Молоденькие сестры, разносившие назначенное питье да таблетки, да ставившие градусники, да делавшие уколы, к Александру Ивановичу относились равнодушно. Он также старался не замечать их, хотя другой раз исподтишка, как бы из-за угла, замечал все же и сверкание глаз, и сверкание тугих икр под мини-халатами. Все это он помнил еще слишком хорошо. И горько, и безутешно было на душе. Одна только нянечка, расплывшаяся, но румяная тетя Нюра — ни с какой стороны никогда раньше они не интересовали его — только тетя Нюра поддерживала в нем дух, только к ней одной он был расположен. Обращалась тетя Нюра к Александру Ивановичу по имени-отчеству, знала о его близком конце и, может, единственная на свете сочувствовала ему искренно, уводила его, как могла, от ненужных мыслей. «Э, — скажет она, — ты дюже не скучай, Александр Иванович, мы с тобой ишшо пожить должны». Александр Иванович улыбнется — до улыбок ли тут? — и скажет: «Ничего, Нюра, ничего веселого у меня не осталось». — «Не верь ты, Александр Иванович, никому, — опять скажет тетя Нюра, — а дюжей всего докторам не верь, живи себе и не думай плохо». — «Спасибо, Нюра».

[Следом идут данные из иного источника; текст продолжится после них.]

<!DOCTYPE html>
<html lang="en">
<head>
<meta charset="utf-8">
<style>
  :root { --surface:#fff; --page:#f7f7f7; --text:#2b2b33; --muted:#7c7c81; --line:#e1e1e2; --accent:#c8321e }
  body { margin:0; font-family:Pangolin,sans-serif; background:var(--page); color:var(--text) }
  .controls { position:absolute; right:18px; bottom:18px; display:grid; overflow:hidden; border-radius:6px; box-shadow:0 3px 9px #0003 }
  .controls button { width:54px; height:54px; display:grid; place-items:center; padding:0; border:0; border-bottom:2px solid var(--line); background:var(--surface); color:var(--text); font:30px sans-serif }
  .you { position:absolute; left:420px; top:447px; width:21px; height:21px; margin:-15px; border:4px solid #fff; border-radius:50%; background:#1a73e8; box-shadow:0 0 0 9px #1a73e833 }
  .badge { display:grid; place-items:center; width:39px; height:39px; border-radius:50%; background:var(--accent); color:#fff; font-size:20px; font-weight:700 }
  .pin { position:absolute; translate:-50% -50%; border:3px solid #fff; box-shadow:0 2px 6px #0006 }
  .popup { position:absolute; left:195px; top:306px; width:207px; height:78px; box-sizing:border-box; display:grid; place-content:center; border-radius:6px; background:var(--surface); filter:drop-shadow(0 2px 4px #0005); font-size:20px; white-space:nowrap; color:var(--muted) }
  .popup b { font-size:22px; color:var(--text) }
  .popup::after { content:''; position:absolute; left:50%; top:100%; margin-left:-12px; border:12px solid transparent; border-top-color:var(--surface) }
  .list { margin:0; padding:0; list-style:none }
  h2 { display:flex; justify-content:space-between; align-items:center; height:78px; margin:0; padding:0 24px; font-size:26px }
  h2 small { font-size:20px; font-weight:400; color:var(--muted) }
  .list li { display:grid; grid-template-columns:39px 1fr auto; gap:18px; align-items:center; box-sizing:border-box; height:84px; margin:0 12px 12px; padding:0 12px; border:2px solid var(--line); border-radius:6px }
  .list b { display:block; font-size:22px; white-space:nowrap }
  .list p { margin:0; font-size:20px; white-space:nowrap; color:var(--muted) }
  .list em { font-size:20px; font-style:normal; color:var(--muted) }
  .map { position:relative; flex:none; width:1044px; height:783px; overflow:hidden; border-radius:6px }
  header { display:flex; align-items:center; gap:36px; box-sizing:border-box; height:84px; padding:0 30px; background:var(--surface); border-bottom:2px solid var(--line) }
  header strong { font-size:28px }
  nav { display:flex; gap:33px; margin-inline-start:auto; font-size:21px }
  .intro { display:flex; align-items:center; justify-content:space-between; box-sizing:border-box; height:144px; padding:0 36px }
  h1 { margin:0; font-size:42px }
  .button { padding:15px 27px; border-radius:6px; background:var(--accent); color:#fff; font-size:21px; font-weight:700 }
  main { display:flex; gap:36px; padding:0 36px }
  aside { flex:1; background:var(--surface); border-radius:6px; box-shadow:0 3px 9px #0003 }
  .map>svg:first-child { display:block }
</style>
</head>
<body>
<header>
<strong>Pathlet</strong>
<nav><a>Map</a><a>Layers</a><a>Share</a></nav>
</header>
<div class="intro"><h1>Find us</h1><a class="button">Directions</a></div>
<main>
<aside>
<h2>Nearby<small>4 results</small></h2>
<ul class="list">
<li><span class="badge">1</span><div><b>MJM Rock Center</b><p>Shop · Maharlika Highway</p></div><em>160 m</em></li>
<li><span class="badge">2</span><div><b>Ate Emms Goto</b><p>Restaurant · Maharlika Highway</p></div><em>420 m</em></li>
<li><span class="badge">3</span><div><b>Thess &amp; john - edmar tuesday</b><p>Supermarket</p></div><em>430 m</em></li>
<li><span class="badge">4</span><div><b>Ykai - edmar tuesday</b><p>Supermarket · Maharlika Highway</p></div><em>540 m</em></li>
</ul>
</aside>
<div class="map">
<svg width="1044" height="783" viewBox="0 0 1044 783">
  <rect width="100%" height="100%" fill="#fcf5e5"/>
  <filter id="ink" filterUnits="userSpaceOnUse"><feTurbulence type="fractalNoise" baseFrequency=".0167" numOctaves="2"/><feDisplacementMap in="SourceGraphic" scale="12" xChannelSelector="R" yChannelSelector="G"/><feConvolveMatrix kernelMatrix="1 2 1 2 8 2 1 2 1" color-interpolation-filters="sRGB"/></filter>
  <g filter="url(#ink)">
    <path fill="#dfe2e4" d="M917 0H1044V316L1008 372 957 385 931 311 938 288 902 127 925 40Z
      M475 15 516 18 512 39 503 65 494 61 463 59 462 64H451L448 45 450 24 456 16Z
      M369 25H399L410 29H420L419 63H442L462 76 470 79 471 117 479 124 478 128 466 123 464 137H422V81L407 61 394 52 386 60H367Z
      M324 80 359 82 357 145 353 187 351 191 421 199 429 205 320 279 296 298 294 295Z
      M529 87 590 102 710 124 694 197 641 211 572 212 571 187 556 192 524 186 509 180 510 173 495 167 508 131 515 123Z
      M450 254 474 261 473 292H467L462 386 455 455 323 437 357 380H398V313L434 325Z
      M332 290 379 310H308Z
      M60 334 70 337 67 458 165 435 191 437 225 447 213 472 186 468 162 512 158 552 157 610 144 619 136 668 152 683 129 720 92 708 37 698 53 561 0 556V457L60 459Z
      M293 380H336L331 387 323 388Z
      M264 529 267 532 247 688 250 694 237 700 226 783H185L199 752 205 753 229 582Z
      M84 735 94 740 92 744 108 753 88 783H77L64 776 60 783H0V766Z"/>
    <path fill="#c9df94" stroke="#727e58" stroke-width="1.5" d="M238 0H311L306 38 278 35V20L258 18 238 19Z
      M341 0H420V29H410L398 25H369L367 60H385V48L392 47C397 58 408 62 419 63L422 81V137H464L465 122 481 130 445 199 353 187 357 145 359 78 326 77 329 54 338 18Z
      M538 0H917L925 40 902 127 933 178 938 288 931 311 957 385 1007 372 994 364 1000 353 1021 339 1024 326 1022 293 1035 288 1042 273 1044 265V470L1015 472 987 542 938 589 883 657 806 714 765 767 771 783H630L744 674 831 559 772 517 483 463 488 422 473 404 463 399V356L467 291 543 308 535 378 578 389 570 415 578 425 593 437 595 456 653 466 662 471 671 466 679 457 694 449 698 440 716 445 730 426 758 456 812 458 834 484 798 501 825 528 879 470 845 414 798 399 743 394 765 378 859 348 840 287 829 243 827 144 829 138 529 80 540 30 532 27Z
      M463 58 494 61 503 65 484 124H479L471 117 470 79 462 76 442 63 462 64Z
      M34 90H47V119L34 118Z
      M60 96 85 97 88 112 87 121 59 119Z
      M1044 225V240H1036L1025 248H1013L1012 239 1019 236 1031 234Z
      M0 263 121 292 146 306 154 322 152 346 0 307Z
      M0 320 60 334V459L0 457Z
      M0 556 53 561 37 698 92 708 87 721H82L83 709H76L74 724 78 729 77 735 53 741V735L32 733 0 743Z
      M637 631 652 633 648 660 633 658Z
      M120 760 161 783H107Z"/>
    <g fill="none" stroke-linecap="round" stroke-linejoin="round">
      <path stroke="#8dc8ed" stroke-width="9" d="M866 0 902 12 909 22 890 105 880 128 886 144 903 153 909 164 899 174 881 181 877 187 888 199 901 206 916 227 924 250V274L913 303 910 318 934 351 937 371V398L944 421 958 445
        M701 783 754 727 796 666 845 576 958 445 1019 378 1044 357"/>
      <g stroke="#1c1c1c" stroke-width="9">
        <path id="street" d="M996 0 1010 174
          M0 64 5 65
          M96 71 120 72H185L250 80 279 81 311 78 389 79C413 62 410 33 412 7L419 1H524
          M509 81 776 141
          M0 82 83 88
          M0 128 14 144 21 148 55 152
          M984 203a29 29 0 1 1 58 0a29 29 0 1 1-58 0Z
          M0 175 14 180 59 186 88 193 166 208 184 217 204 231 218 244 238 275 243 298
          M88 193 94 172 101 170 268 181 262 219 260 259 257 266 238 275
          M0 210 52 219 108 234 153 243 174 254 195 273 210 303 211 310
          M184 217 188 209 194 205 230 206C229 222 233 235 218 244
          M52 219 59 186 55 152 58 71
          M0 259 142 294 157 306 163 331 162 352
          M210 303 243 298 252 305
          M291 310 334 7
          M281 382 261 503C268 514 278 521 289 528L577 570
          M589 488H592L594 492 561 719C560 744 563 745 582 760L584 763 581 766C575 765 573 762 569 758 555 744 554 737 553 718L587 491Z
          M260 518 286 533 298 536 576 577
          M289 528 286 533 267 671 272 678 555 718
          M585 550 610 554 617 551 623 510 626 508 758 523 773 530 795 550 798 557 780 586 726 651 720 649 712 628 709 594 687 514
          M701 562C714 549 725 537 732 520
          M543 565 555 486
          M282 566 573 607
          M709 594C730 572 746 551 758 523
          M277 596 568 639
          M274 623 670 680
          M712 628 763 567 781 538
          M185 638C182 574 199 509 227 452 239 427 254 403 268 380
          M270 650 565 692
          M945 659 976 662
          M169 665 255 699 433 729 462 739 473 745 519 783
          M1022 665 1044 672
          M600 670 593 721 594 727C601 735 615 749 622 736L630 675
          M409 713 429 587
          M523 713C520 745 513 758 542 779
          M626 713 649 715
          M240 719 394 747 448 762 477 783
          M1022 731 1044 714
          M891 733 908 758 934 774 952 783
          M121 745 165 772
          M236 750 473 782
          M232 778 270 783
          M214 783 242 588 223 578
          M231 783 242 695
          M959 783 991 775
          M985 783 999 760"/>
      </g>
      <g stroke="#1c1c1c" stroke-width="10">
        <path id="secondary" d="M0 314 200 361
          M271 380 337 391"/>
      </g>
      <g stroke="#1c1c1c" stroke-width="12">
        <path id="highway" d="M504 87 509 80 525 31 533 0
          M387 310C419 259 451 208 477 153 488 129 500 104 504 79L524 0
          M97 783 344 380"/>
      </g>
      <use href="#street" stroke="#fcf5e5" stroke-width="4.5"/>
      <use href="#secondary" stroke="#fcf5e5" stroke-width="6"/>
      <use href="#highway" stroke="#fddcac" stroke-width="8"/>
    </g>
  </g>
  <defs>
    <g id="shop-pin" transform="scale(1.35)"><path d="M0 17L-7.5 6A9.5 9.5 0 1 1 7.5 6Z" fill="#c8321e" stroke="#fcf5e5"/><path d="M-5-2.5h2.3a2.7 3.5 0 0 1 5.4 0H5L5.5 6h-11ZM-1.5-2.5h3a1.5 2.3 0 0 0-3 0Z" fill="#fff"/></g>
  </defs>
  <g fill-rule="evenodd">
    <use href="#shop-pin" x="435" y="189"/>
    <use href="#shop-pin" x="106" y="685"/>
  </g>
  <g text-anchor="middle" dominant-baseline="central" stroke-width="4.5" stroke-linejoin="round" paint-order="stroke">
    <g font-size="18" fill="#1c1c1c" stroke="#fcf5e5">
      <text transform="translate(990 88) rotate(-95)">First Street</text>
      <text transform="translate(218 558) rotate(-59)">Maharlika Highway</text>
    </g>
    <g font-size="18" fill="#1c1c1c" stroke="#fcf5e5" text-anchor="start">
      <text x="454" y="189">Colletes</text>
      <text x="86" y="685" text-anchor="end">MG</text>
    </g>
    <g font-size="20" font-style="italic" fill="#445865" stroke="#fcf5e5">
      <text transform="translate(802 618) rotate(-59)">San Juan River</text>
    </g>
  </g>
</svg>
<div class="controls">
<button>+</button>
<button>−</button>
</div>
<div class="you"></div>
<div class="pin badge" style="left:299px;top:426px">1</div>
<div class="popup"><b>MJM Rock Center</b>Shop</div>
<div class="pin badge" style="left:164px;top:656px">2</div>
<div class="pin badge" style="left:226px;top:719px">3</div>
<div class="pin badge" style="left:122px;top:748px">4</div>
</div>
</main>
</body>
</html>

Ах, ты гос-споди, прости меня, раба твоего, Христа-спасителя, в богородицу, спасибо, милая… Ах, Нюра. Александр Иванович закрыл глаза. На бледном скуластом лице его, на крупной лысине ничего не осталось живого, только черные, как будто два жука сидело, мохнато топорщились брови. Когда еще бегал, жил еще, подкрасил специальной краской свои мохнатые, давно уже поседевшие брови. Он не носил ни бороды, ни усов, чисто выбривался, на голове тоже остались по краям только пепельные косички, и вся сила Александра Ивановича содержалась в мощных бровях, в особенности когда он красил их в черный цвет, а вся живость и обаяние — конечно, в быстрых, умных, молодых глазах. Теперь глаз не было видно, он прикрыл их, да и померкли они порядком в последние дни, теперь только брови могуче топорщились над крупной бледностью лба и лица.